▸ What to produce
From the line with "0 4.5px,transparent 0" to the line with "0 #f4f1e8) drop-shadow(-2px", retype every line exactly, including those two, and leave out the rest of the data below.

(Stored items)
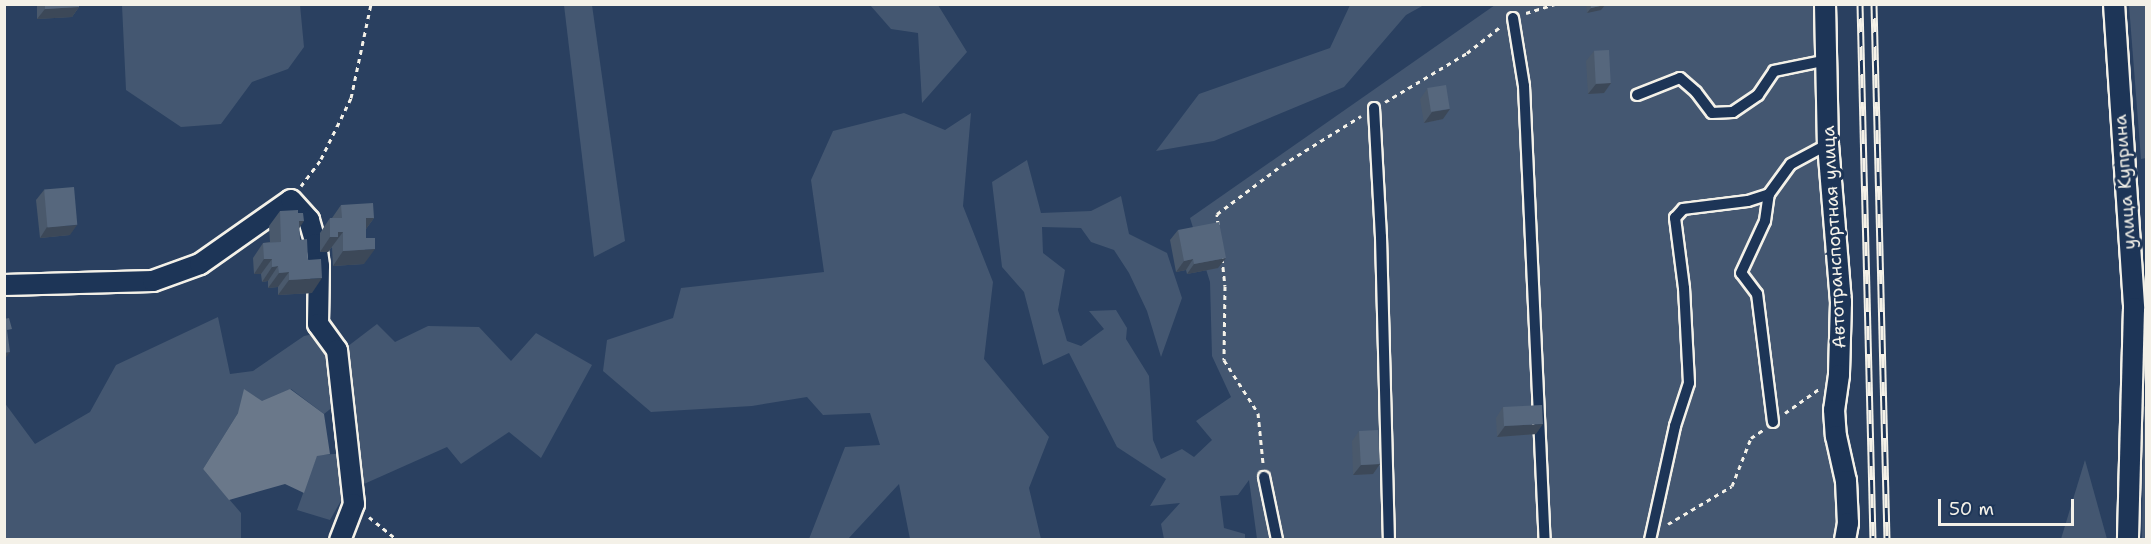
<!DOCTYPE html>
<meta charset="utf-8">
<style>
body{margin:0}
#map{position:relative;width:2151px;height:544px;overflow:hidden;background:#2a4060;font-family:"Shantell Sans",sans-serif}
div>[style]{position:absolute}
.green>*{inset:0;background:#445771}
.water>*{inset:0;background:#6a788a}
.path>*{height:3px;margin-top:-1.5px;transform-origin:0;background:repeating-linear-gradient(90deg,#f4f1e8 0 4.5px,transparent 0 9px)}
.roads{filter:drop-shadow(2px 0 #f4f1e8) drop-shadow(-2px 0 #f4f1e8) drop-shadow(0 2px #f4f1e8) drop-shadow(0 -2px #f4f1e8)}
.lane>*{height:10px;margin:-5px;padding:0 5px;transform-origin:5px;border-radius:5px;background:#1d3557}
.street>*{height:20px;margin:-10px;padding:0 10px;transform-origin:10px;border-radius:10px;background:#1d3557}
.rail>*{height:7px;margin-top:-3.5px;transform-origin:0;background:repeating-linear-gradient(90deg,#1d3557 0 14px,#f4f1e8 0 28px);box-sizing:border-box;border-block:2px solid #f4f1e8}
.wall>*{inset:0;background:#4a596c}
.shaded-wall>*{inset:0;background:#3c4858}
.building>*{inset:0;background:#56677d;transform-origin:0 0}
span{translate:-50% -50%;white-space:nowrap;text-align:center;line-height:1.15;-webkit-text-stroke:6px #1d3557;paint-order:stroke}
.street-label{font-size:18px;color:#f4f1e8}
.frame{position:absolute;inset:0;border:6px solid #f4f1e8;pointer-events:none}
.scale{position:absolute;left:1938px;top:499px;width:136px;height:27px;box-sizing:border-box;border:3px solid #f4f1e8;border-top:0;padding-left:8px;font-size:18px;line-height:21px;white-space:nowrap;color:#f4f1e8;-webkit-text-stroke:4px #1d3557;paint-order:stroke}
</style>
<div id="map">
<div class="green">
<div style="clip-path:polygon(122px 5px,300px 5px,304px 47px,288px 69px,252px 82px,221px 124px,181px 127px,126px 90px)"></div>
<div style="clip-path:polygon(564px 5px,592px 5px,625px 241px,594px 257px)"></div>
<div style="clip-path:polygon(870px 5px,938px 5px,967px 52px,922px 103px,918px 33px,891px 29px)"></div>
<div style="clip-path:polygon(1350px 5px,1424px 5px,1406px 15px,1344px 87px,1214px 141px,1156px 151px,1199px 94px,1330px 48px)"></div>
<div style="clip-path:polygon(1495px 5px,1831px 5px,1844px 425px,1845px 539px,1257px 539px,1249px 480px,1238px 495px,1220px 496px,1224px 528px,1245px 534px,1245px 539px,1164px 539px,1161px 524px,1180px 503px,1150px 506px,1166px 479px,1117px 447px,1069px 353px,1043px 365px,1024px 292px,1002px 267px,992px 182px,1027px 160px,1041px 213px,1091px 211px,1121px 196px,1129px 234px,1167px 253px,1182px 298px,1161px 357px,1147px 311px,1129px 273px,1114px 250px,1091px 242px,1081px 228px,1042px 227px,1043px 253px,1065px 270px,1058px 310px,1067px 341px,1081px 346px,1104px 329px,1089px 311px,1116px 310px,1127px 328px,1126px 339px,1149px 376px,1153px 440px,1161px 459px,1182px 449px,1194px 457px,1212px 440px,1196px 421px,1231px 397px,1212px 356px,1210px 282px,1190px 218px)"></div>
<div style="clip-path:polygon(2129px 5px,2146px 5px,2146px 158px,2141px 159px)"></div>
<div style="clip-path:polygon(904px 113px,945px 130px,971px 113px,963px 206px,993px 282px,984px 359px,1049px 437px,1029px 488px,1041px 539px,910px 539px,899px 484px,848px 539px,809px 539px,845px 447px,880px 445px,870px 413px,823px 415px,807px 397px,752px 406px,651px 412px,603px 371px,607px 340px,673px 318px,681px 288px,824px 272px,811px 180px,833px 131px)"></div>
<div style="clip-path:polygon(218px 317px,230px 374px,253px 371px,304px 336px,329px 331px,335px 356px,377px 324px,395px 342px,428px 326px,479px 327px,511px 361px,536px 333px,592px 365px,541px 458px,509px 432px,461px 464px,447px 447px,346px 492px,330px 520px,297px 510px,317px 455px,352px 453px,344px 398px,324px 414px,291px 389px,238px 413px,203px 469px,241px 513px,241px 539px,5px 539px,4px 402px,35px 444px,90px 412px,116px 365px)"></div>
<div style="clip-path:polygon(2144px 406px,2146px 408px,2146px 540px,2142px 539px)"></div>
<div style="clip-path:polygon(2085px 460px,2107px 539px,2061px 539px)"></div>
</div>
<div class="water">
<div style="clip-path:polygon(244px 389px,262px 401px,290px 389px,324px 414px,330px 454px,317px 456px,304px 493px,285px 484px,229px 500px,203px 469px,238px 413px)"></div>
</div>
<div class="path">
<div style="left:1526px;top:13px;width:31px;rotate:-17deg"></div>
<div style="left:1385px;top:102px;width:96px;rotate:-30.9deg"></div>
<div style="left:1467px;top:53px;width:42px;rotate:-38.2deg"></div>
<div style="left:301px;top:186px;width:34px;rotate:-53deg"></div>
<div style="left:321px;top:159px;width:68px;rotate:-63.8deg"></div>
<div style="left:351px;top:98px;width:96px;rotate:-78deg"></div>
<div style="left:1218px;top:225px;width:11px;rotate:-95deg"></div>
<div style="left:1217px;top:214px;width:81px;rotate:-37deg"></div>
<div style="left:1282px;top:165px;width:93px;rotate:-31.8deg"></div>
<div style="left:1222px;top:258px;width:28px;rotate:84deg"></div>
<div style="left:1225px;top:286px;width:74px;rotate:90.8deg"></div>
<div style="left:1224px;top:360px;width:63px;rotate:57.3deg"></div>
<div style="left:1258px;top:413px;width:50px;rotate:84.3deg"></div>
<div style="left:1785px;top:413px;width:42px;rotate:-35.2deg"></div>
<div style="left:369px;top:517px;width:36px;rotate:39deg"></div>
<div style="left:1668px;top:524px;width:74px;rotate:-30.7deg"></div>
<div style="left:1732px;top:486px;width:52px;rotate:-68.4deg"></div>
<div style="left:1751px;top:438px;width:14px;rotate:-34deg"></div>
</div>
<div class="roads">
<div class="lane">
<div style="left:1513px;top:18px;width:69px;rotate:80.8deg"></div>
<div style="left:1524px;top:86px;width:454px;rotate:87.4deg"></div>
<div style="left:1637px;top:95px;width:46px;rotate:-21.6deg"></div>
<div style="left:1680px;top:78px;width:21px;rotate:41deg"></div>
<div style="left:1696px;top:92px;width:26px;rotate:53deg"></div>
<div style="left:1712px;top:113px;width:21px;rotate:-3deg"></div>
<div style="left:1733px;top:112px;width:30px;rotate:-34deg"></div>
<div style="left:1758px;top:95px;width:29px;rotate:-56deg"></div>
<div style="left:1774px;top:71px;width:54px;rotate:-11.7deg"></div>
<div style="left:1374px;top:108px;width:129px;rotate:86.9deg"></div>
<div style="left:1381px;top:237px;width:303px;rotate:88.5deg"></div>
<div style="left:1773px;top:422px;width:129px;rotate:-97.1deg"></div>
<div style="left:1757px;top:294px;width:26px;rotate:-127deg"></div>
<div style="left:1741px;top:273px;width:57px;rotate:-65.2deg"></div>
<div style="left:1765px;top:221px;width:27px;rotate:-82deg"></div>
<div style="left:1769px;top:194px;width:37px;rotate:-54deg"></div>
<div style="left:1791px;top:164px;width:42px;rotate:-28.4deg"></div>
<div style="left:1264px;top:477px;width:64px;rotate:78.3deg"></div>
<div style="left:1650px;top:540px;width:117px;rotate:-77.6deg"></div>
<div style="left:1675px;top:426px;width:45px;rotate:-72deg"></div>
<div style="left:1689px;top:383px;width:95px;rotate:-93deg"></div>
<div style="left:1684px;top:288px;width:71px;rotate:-97.3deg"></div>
<div style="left:1675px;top:218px;width:12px;rotate:-48deg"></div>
<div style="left:1683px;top:209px;width:65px;rotate:-7deg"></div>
<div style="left:1748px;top:201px;width:22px;rotate:-18deg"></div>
</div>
<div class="street">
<div style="left:1825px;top:4px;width:140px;rotate:88.8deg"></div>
<div style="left:1828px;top:144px;width:159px;rotate:85.3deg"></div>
<div style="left:1841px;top:302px;width:73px;rotate:91.6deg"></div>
<div style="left:1839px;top:375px;width:35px;rotate:98deg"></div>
<div style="left:1834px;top:410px;width:26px;rotate:86deg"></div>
<div style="left:1836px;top:436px;width:46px;rotate:77.5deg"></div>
<div style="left:1846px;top:481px;width:42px;rotate:87.3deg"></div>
<div style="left:1848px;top:523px;width:17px;rotate:100deg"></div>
<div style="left:2114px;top:4px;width:305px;rotate:86.2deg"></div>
<div style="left:2134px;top:308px;width:232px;rotate:91.5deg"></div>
<div style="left:4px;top:285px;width:149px;rotate:-1.5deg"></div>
<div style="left:153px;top:281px;width:50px;rotate:-19.9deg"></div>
<div style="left:200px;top:264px;width:111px;rotate:-35.1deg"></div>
<div style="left:291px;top:200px;width:27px;rotate:48deg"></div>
<div style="left:309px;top:220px;width:25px;rotate:74deg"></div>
<div style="left:316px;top:244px;width:22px;rotate:82deg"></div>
<div style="left:319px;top:266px;width:58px;rotate:91deg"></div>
<div style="left:318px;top:324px;width:32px;rotate:54deg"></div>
<div style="left:337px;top:350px;width:155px;rotate:83.7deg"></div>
<div style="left:354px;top:504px;width:39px;rotate:111deg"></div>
</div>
</div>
<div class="rail">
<div style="left:1860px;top:4px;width:536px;rotate:88.61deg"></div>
<div style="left:1874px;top:4px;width:536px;rotate:88.61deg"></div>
</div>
<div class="wall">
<div style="clip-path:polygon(37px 4px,79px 4px,79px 7px,72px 17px,37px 19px)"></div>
<div style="clip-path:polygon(1586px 4px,1605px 4px,1605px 5px,1601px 10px,1587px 13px)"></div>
<div style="clip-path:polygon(1594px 51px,1611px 83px,1604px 93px,1588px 94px,1586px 61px)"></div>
<div style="clip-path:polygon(1427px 89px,1443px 119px,1424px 123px,1420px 99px)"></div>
<div style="clip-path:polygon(44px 190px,70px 235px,40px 238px,36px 200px)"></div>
<div style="clip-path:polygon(341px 205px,374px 218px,366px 229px,364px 264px,333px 266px,332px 247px,328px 252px,320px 252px,320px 233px,330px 218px,332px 218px)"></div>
<div style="clip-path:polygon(280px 211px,299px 228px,300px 240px,308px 260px,312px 293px,278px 295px,278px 287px,268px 288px,268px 281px,262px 282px,261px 274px,254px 274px,253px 258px,263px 243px,270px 242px,269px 226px)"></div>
<div style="clip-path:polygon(1178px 230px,1218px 268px,1187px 274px,1186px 270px,1176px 272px,1170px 240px)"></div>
<div style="clip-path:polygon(1503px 407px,1536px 434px,1497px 437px,1496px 418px)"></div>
<div style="clip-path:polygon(1359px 431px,1380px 464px,1373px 474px,1353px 475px,1352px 441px)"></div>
</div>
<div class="shaded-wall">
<div style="clip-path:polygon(1605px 5px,1601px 10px,1587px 13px,1591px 8px)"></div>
<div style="clip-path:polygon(79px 7px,72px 17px,37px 19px,45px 9px)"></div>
<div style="clip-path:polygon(1611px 83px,1604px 93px,1588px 94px,1596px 84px)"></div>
<div style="clip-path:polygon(1450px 109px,1443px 119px,1424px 123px,1432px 112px)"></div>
<div style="clip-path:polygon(366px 218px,374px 218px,363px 233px)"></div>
<div style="clip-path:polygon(299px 221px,304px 221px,294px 236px)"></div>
<div style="clip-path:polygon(77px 225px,70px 235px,40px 238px,47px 227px)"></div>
<div style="clip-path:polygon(338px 232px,343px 232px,328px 252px,320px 252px,330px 237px)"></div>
<div style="clip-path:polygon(375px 249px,364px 264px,333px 266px,343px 251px)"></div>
<div style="clip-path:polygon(1226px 258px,1218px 268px,1187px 274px,1194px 264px)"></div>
<div style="clip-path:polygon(264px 259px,272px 259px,261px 274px,254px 274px)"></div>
<div style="clip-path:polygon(1193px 259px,1186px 270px,1176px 272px,1184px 261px)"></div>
<div style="clip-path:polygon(278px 266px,268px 281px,262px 282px,272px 267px)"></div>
<div style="clip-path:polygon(289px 272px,278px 287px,268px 288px,279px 273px)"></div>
<div style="clip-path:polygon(322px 278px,312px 293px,278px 295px,289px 280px)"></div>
<div style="clip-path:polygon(10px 352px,4px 360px,4px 353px)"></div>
<div style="clip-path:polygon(1543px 424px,1536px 434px,1497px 437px,1505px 426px)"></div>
<div style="clip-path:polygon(1380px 464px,1373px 474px,1353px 475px,1361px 465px)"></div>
</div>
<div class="building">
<div style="clip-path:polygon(45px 4px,79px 4px,79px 7px,45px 9px)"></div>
<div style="clip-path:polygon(1591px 4px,1605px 4px,1605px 5px,1591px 8px)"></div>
<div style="left:1609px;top:50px;width:33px;height:15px;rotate:87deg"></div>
<div style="left:1446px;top:85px;width:24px;height:19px;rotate:81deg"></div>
<div style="left:74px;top:187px;width:38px;height:30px;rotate:85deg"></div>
<div style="clip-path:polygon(373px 203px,374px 218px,366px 218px,366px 238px,375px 238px,375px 249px,343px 251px,343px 232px,338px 232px,338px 237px,330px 237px,330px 218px,342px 218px,341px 205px)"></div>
<div style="clip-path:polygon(298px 210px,298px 213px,303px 213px,304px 221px,299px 221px,300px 240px,307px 239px,308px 260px,321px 259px,322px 278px,289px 280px,289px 272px,279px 273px,278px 266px,272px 267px,272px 259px,264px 259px,263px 243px,281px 242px,280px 211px)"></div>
<div style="clip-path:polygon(1219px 222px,1226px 258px,1194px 264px,1193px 259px,1184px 261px,1178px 230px)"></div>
<div style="clip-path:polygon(9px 318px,12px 329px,7px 330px,10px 352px,4px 353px,4px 319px)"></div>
<div style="left:1542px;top:405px;width:19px;height:39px;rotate:87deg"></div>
<div style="left:1378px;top:430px;width:34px;height:19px;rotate:87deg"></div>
</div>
<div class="street-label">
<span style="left:2125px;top:182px;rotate:-94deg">улица Куприна</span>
<span style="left:1834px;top:237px;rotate:-93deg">Автотранспортная улица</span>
</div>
<div class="frame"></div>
<div class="scale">50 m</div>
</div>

▸ Solution to the problem
.path>*{height:3px;margin-top:-1.5px;transform-origin:0;background:repeating-linear-gradient(90deg,#f4f1e8 0 4.5px,transparent 0 9px)}
.roads{filter:drop-shadow(2px 0 #f4f1e8) drop-shadow(-2px 0 #f4f1e8) drop-shadow(0 2px #f4f1e8) drop-shadow(0 -2px #f4f1e8)}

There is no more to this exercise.